-
Notifications
You must be signed in to change notification settings - Fork 3.6k
Open
Labels
bugSomething isn't workingSomething isn't workingcallback: model checkpointdistributedGeneric distributed-related topicGeneric distributed-related topicver: 2.5.x
Description
Bug description
When training on 4 A100, when reaching on_train_epoch_end (no custom implementation), the ModelCheckpoint callback is invoked.

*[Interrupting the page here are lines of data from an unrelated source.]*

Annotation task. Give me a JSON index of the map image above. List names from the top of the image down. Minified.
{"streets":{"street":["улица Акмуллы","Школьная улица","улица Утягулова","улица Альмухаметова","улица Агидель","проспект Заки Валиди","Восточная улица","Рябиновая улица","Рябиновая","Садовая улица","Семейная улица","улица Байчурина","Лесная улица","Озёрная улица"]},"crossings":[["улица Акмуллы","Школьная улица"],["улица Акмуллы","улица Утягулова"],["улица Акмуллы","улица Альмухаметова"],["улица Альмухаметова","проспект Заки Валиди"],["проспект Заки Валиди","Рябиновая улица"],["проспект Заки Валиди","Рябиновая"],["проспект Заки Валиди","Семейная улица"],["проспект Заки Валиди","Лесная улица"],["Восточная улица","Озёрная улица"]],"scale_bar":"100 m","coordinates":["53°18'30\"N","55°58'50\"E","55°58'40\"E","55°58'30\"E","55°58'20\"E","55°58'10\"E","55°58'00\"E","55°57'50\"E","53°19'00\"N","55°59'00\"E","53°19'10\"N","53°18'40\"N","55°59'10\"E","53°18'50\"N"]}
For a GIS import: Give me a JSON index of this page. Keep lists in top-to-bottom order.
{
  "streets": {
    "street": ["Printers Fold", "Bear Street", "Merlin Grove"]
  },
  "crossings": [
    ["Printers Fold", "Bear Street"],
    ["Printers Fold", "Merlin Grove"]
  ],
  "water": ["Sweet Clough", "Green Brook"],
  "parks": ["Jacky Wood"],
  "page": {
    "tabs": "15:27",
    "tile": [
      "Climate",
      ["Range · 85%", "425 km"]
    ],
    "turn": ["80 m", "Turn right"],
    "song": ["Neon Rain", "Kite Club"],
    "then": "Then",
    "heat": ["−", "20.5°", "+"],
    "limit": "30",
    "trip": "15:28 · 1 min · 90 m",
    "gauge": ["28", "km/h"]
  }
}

Inside the callback, the logger (?) tries to broadcast the weights (?) to all devices.
I was able to trace the issue to torch.distributed.distributed_c10d.py, lines 3382-3504.
Line 3490 tries to allocate a tensor with object_sizes_tensor, but the rank != src, so object_sizes_tensor is init to a big random number, and object_tensor is init with this hugh integer.
Versions:
pytorch 2.6.0
lightning 2.5.0
What version are you seeing the problem on?
v2.5
How to reproduce the bug
Error messages and logs
Error 1:
[rank1]: Traceback (most recent call last):
[rank1]: File "/opt/conda/lib/python3.10/runpy.py", line 196, in _run_module_as_main
[rank1]: return _run_code(code, main_globals, None,
[rank1]: File "/opt/conda/lib/python3.10/runpy.py", line 86, in _run_code
[rank1]: exec(code, run_globals)
[rank1]: File "/opt/conda/lib/python3.10/site-packages/menta/runner.py", line 459, in <module>
[rank1]: main()
[rank1]: File "/opt/conda/lib/python3.10/site-packages/menta/runner.py", line 455, in main
[rank1]: local_runner.run()
[rank1]: File "/opt/conda/lib/python3.10/site-packages/menta/runner.py", line 369, in run
[rank1]: trainer.fit(model=module, datamodule=datamodule, ckpt_path=latest_checkpoint_path)
[rank1]: File "/opt/conda/lib/python3.10/site-packages/lightning/pytorch/trainer/trainer.py", line 539, in fit
[rank1]: call._call_and_handle_interrupt(
[rank1]: File "/opt/conda/lib/python3.10/site-packages/lightning/pytorch/trainer/call.py", line 46, in _call_and_handle_interrupt
[rank1]: return trainer.strategy.launcher.launch(trainer_fn, *args, trainer=trainer, **kwargs)
[rank1]: File "/opt/conda/lib/python3.10/site-packages/lightning/pytorch/strategies/launchers/subprocess_script.py", line 105, in launch
[rank1]: return function(*args, **kwargs)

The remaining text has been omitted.